FIELD OF THE INVENTION

The disclosure relates to natural language processing. More particularly, the disclosure relates to systems and methods for determining semantic points in a human-to-human conversation.

BACKGROUND

With the recent advancements in mobile communication, online messaging platforms have gained popularity as an easy mode of communication. Such messaging platforms enable users to transmit messages including text or graphics among users. Further, some messaging platforms allow implementation of chat rooms and/or groups in which a plurality of users may simultaneously participate to discuss one or more common topics.

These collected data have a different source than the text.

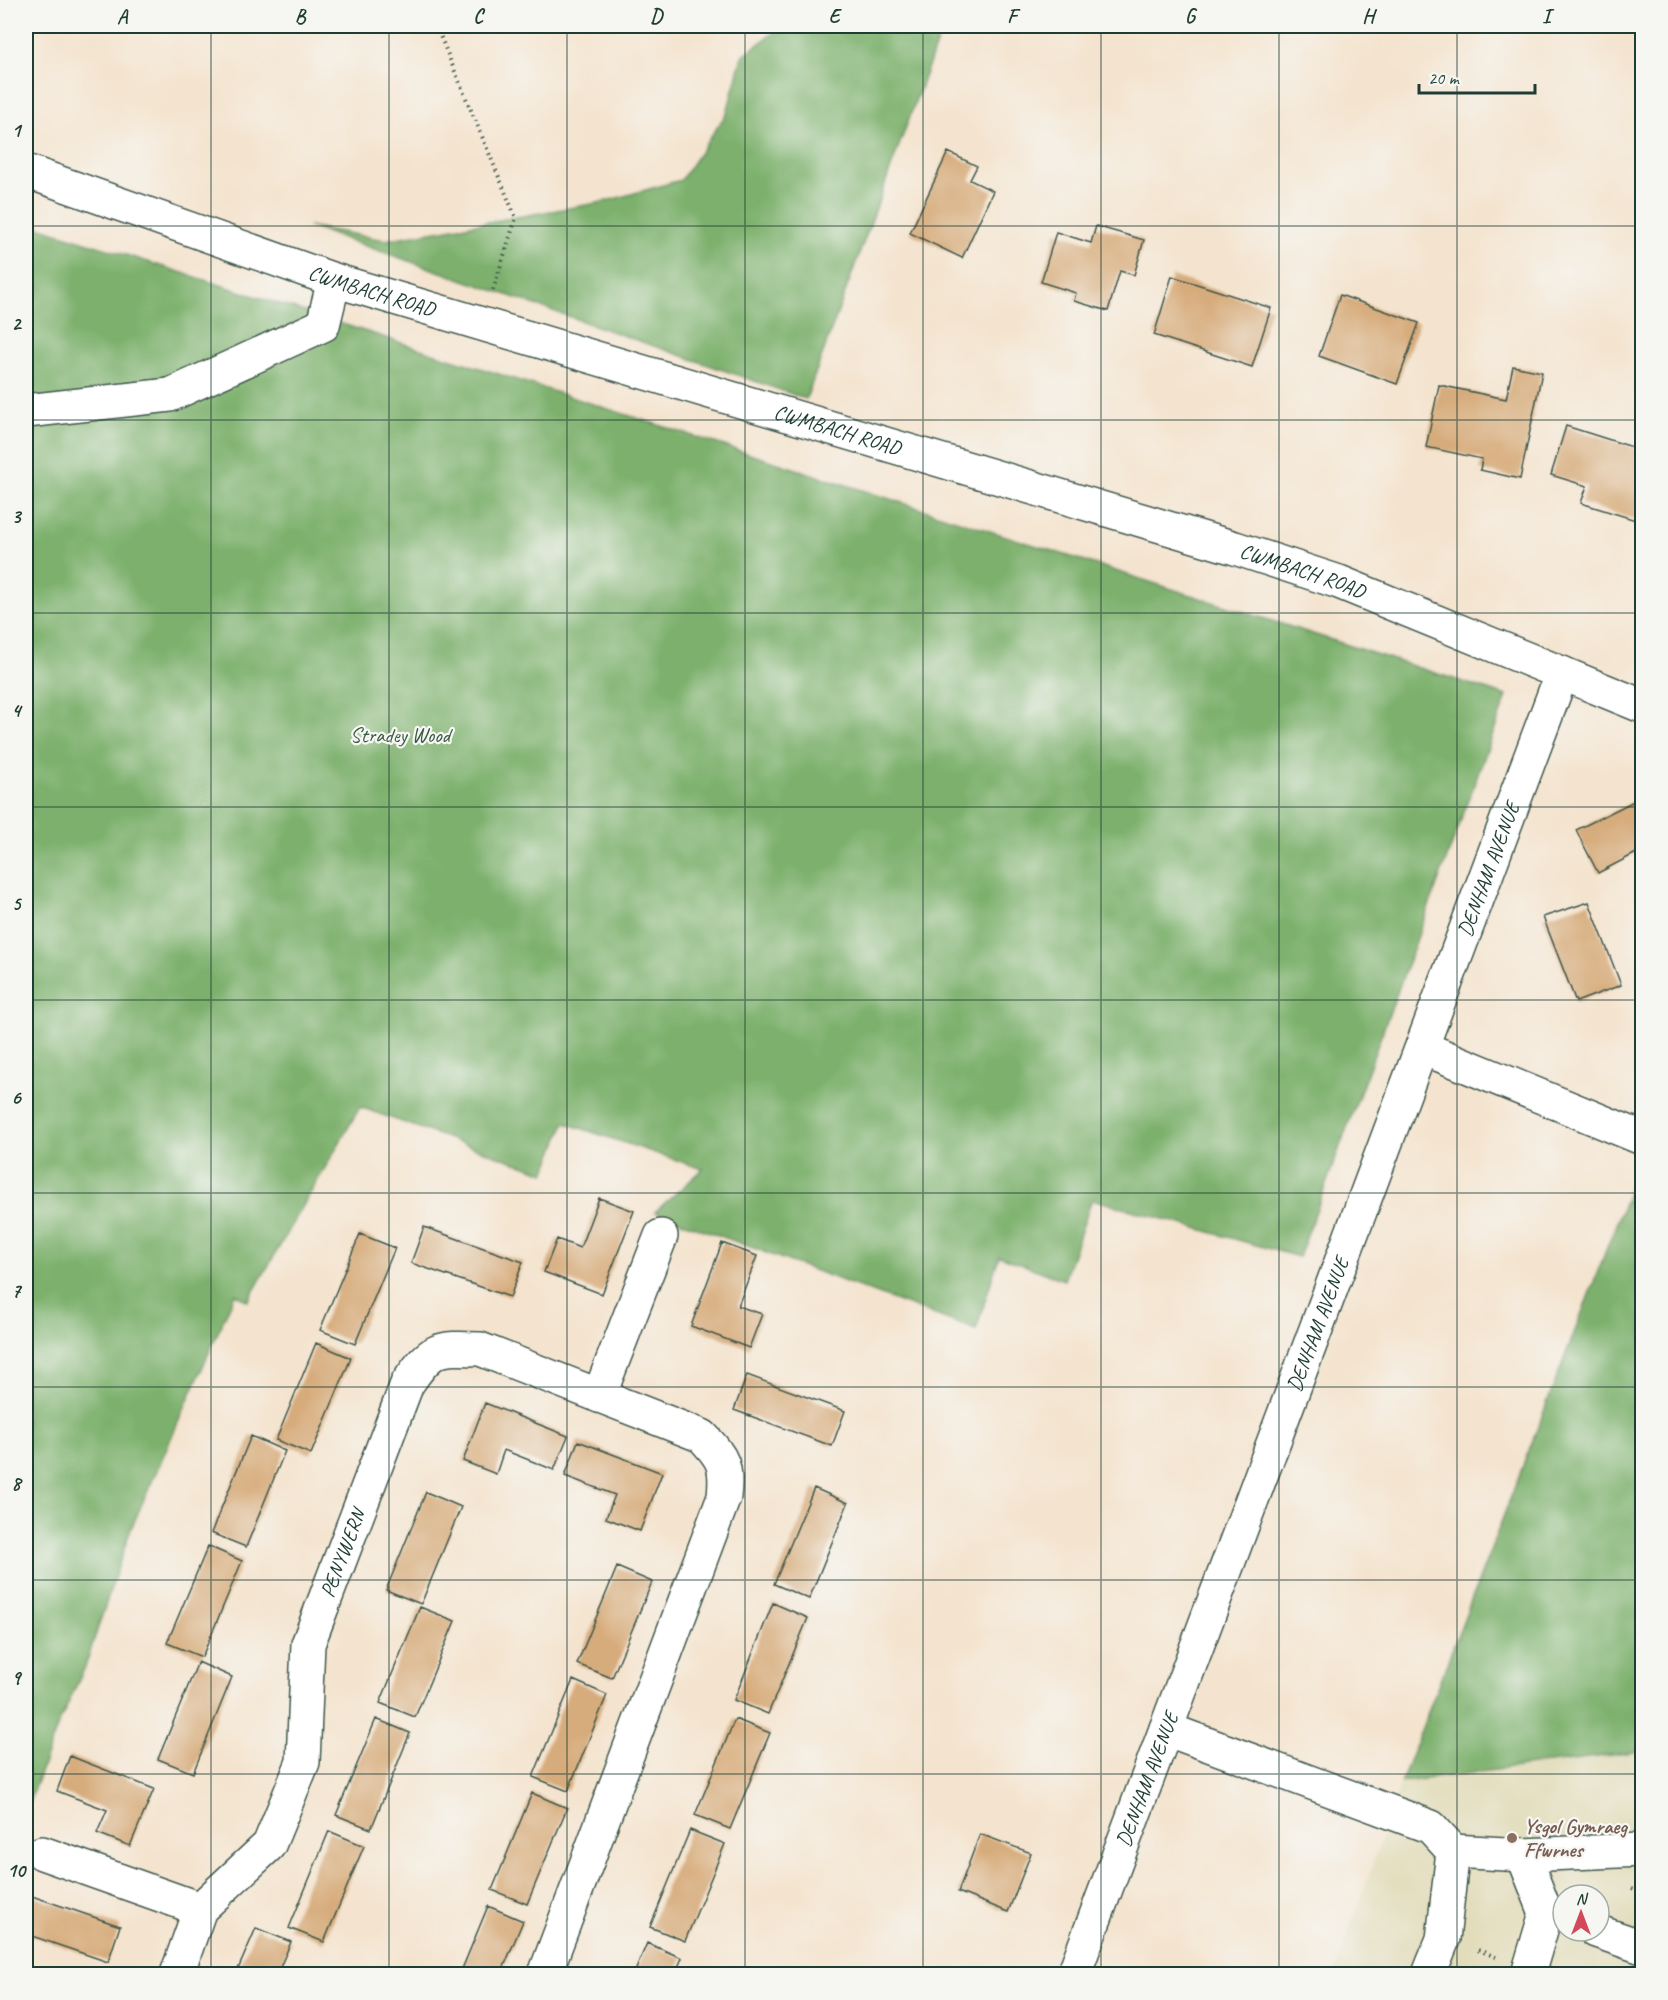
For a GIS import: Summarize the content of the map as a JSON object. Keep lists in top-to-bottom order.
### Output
{
  "streets": {
    "street": ["CWMBACH ROAD", "DENHAM AVENUE", "PENYWERN"]
  },
  "crossings": [
    ["CWMBACH ROAD", "DENHAM AVENUE"]
  ],
  "parks": ["Stradey Wood"],
  "places": ["Ysgol Gymraeg Ffwrnes"],
  "scale_bar": "20 m",
  "north": "top",
  "grid": {
    "columns": [
      "A",
      "B",
      "C",
      "D",
      "E",
      "F",
      "G",
      "H",
      "I"
    ],
    "rows": [
      "1",
      "2",
      "3",
      "4",
      "5",
      "6",
      "7",
      "8",
      "9",
      "10"
    ]
  }
}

However, with multiple users sending messages in such chat rooms or groups, sometimes it become tough to extract or search for a relevant information. Further, conventional searching techniques merely enable keyword-based search, which is time consuming, and is cumbersome as a user has to analyze all the search results and arrive at an intended conclusion.

Some dialogue summarization tools are also available, which merely combine one or more dialogues of one or more users to form a single dialogue segment. However, such tools are unable to find dialogues responsible for an intended conclusion. In general, dialogue understanding is categorized in three categories, namely human-bot conversation (HBC), human-human conversation (HHC) and bot-bot conversation (BBC). Out of the three above-mentioned dialogue categories, HBC is highly goal orientated, structured and predictable in nature, while BBC is rarely used. However, the HHC is very unstructured form of conversation with lot of uncertainty. Hence, the conventional systems fail to effectively understand the HHCs.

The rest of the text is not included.